*** Records supplied ***

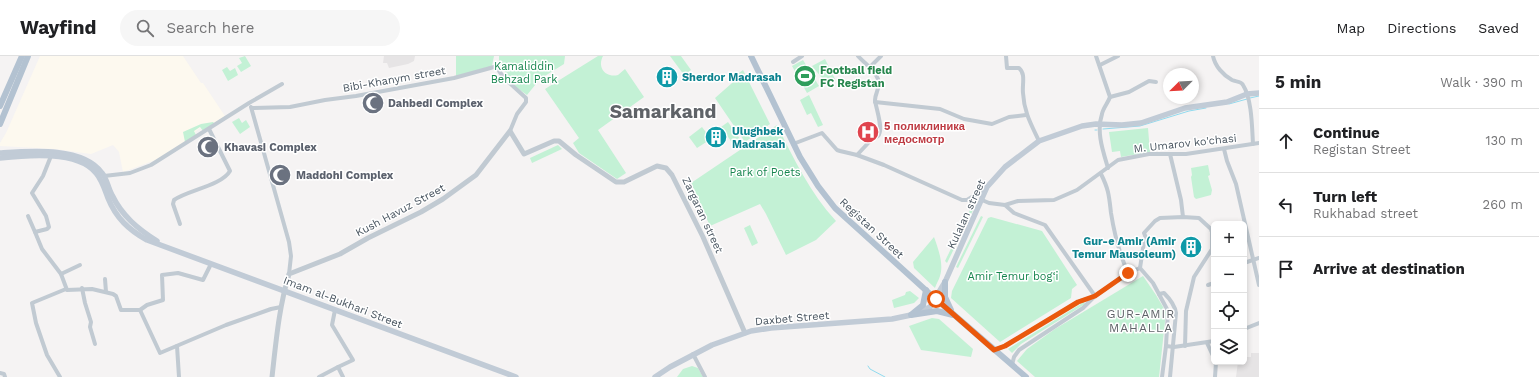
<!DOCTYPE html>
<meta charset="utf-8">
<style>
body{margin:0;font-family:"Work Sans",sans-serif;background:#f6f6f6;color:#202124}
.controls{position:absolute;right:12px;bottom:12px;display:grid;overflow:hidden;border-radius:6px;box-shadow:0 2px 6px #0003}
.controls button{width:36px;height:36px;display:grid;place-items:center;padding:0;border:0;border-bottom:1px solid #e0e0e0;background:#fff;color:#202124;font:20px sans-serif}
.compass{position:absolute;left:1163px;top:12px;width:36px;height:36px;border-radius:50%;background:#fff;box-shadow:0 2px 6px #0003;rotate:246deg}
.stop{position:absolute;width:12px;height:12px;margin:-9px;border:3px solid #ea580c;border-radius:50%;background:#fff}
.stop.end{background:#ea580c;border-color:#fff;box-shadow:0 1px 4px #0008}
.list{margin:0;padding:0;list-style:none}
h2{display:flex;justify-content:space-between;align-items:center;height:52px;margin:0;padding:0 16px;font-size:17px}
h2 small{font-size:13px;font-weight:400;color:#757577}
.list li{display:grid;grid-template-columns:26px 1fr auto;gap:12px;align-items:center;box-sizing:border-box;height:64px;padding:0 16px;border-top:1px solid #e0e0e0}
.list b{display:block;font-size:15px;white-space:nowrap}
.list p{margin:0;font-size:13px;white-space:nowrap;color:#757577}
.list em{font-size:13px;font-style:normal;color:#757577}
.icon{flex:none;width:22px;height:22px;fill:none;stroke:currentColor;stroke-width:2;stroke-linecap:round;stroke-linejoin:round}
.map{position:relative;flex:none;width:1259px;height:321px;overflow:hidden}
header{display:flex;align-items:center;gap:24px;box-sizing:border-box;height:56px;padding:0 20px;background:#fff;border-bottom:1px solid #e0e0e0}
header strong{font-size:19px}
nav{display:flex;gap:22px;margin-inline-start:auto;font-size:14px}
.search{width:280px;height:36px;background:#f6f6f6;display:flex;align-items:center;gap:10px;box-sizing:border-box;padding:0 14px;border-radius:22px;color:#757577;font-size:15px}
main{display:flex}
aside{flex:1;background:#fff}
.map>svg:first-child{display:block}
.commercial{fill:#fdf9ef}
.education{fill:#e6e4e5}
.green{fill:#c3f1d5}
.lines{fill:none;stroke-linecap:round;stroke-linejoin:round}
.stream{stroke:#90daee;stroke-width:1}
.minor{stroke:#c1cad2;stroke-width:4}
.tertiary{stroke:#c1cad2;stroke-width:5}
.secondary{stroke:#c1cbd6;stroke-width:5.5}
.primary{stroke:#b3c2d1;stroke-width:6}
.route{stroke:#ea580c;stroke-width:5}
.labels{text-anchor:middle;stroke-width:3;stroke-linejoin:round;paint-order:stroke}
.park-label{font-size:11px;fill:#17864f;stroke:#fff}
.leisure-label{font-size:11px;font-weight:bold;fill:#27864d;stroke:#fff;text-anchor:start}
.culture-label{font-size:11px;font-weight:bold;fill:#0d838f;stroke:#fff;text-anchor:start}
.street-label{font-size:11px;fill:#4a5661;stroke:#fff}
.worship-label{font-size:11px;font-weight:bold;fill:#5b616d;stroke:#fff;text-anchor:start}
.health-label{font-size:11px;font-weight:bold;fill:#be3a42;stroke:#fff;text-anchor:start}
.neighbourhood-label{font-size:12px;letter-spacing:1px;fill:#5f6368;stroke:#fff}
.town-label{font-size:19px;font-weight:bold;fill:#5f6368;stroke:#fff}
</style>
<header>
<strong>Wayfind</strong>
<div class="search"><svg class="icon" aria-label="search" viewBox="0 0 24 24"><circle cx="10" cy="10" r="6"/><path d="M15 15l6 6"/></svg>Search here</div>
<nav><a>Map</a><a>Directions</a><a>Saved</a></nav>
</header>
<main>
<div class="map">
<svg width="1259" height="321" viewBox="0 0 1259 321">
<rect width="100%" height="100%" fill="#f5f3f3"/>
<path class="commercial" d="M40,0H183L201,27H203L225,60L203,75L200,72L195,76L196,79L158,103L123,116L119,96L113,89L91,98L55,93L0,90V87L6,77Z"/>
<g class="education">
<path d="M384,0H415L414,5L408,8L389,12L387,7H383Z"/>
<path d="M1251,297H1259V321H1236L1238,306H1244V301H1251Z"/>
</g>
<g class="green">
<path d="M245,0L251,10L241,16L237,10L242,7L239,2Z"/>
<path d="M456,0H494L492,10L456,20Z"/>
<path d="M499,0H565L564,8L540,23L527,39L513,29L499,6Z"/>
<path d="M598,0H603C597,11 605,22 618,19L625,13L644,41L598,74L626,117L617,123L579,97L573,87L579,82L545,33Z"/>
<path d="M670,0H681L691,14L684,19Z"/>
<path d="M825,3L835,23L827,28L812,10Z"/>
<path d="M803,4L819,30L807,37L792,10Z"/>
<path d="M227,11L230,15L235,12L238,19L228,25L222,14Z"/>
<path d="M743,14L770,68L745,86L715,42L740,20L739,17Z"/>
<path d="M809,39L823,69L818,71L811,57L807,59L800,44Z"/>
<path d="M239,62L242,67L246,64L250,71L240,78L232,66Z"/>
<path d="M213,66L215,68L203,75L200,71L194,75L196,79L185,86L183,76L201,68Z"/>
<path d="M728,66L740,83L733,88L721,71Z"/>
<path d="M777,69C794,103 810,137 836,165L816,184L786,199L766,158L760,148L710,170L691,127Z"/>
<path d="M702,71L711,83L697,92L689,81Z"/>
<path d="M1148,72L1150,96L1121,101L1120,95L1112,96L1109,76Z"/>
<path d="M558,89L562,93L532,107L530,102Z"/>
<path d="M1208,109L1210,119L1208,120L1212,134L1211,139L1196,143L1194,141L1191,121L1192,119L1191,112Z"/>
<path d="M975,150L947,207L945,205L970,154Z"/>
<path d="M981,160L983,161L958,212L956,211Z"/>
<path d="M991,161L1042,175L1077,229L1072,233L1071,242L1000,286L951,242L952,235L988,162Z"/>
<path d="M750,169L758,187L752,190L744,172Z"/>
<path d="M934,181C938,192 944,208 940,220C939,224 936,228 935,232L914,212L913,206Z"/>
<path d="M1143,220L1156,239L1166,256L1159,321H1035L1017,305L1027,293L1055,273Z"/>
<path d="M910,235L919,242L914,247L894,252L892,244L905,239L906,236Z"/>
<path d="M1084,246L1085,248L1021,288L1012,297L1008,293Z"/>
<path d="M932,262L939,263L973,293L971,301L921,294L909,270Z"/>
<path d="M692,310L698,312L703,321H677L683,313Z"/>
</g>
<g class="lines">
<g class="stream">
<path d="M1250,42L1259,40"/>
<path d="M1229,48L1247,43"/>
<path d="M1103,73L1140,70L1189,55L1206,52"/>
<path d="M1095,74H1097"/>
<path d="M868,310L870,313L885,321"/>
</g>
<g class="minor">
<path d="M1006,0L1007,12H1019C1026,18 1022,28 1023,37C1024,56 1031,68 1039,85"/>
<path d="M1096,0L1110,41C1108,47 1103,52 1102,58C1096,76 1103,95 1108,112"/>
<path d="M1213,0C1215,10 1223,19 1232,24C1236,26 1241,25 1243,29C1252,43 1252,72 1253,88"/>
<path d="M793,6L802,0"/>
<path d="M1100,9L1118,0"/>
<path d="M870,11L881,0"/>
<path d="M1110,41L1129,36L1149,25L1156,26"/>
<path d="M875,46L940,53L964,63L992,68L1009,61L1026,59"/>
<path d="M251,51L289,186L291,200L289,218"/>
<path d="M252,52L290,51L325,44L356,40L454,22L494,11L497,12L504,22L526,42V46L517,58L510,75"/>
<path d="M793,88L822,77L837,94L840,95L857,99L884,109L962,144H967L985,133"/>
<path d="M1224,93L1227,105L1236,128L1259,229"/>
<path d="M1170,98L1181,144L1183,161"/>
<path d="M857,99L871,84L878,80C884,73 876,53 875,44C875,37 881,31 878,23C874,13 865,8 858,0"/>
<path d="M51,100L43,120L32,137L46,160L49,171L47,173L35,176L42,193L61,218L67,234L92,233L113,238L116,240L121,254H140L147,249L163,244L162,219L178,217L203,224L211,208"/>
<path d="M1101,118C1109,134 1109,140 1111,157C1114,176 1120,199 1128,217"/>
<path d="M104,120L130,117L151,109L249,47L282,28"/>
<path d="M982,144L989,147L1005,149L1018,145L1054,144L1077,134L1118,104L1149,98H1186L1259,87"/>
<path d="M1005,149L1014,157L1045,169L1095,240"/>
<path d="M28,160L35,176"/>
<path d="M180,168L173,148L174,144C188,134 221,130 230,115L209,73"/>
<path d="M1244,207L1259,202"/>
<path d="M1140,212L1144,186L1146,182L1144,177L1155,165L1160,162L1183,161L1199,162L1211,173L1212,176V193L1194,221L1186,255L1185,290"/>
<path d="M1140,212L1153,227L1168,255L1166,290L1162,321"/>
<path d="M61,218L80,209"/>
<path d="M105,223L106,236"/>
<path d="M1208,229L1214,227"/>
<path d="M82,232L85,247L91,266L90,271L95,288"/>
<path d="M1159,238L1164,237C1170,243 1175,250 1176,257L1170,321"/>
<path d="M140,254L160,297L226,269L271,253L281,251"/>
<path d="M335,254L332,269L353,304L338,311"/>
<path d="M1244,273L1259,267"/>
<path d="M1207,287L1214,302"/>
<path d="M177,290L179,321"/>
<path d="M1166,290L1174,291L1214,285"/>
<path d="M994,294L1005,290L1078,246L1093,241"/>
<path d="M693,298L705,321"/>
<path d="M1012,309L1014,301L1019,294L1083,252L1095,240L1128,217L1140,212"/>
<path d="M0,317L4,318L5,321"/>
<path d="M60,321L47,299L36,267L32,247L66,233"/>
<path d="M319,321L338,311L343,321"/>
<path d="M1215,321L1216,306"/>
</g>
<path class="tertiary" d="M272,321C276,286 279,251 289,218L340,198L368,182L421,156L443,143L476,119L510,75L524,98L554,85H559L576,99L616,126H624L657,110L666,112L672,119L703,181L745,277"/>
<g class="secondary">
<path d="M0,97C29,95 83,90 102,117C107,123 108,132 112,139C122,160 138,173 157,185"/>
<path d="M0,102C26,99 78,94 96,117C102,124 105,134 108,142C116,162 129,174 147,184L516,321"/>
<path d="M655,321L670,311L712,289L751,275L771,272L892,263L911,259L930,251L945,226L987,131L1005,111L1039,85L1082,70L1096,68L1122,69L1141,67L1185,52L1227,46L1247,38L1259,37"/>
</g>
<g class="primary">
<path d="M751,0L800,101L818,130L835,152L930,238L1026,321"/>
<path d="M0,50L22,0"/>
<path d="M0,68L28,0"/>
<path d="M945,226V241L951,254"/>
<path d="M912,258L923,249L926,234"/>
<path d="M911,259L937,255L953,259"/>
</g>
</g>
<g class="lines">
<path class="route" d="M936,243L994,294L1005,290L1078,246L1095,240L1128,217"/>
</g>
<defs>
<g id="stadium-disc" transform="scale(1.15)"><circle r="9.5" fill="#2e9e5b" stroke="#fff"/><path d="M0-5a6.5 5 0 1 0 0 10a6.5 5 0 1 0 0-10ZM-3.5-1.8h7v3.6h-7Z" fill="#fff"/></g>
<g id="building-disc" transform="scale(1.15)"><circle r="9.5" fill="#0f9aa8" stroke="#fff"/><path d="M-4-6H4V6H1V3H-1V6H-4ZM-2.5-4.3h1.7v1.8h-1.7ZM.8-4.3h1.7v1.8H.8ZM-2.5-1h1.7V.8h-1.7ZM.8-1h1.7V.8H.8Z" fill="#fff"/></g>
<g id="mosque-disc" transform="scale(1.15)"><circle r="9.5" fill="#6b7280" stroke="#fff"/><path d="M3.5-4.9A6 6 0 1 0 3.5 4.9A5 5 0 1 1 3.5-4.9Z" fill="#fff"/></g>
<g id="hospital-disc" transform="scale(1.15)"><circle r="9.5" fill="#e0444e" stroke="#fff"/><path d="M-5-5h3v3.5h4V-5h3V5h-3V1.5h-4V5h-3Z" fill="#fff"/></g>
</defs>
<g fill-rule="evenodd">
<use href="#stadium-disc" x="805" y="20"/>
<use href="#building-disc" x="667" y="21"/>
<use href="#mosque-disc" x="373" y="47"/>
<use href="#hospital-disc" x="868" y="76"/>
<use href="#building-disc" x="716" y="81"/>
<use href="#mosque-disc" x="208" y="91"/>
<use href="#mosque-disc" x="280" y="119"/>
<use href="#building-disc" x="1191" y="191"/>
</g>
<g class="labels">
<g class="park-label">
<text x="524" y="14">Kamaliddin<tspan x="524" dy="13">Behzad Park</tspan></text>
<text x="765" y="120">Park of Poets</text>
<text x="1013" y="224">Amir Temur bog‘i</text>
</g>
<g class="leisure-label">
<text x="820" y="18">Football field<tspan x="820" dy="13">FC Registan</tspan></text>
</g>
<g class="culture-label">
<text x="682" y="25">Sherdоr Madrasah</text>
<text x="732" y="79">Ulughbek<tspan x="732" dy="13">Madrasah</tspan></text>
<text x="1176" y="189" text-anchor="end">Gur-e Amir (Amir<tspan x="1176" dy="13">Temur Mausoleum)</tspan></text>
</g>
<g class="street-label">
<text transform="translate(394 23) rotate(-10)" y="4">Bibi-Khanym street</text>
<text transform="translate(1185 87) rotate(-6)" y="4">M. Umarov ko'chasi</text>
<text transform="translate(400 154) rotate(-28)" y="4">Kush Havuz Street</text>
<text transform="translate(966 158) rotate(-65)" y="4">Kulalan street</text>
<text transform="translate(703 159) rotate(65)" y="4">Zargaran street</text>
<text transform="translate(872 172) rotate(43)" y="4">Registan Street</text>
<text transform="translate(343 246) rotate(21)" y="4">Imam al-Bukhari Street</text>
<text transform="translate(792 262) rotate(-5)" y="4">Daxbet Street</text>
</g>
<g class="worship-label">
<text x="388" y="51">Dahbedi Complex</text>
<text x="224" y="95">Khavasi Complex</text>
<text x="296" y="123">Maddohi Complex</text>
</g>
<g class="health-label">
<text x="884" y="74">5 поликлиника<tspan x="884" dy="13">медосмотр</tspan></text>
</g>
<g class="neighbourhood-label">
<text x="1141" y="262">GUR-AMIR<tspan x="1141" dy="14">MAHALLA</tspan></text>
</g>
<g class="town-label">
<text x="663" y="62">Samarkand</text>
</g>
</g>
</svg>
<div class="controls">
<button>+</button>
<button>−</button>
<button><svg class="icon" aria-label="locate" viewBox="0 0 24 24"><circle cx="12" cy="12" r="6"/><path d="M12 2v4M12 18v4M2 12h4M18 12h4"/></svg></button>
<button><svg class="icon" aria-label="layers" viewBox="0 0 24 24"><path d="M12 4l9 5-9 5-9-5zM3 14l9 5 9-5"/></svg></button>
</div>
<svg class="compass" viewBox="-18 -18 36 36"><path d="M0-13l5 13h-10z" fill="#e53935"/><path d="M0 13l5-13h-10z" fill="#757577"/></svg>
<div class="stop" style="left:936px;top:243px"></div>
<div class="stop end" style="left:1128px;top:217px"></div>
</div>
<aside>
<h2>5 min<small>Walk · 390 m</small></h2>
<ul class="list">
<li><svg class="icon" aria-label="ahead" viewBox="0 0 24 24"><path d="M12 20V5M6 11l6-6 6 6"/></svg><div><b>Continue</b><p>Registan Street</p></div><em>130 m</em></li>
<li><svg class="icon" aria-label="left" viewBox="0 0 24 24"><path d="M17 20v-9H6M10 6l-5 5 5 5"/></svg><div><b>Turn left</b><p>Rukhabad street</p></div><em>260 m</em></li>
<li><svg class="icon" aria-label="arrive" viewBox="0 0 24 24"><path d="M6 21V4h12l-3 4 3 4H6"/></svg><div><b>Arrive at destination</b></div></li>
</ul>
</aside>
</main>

***

Problem to work on: For this exercise, gather every line of the data that contains the word "leisure".

Solution for this exercise:
.leisure-label{font-size:11px;font-weight:bold;fill:#27864d;stroke:#fff;text-anchor:start}
<g class="leisure-label">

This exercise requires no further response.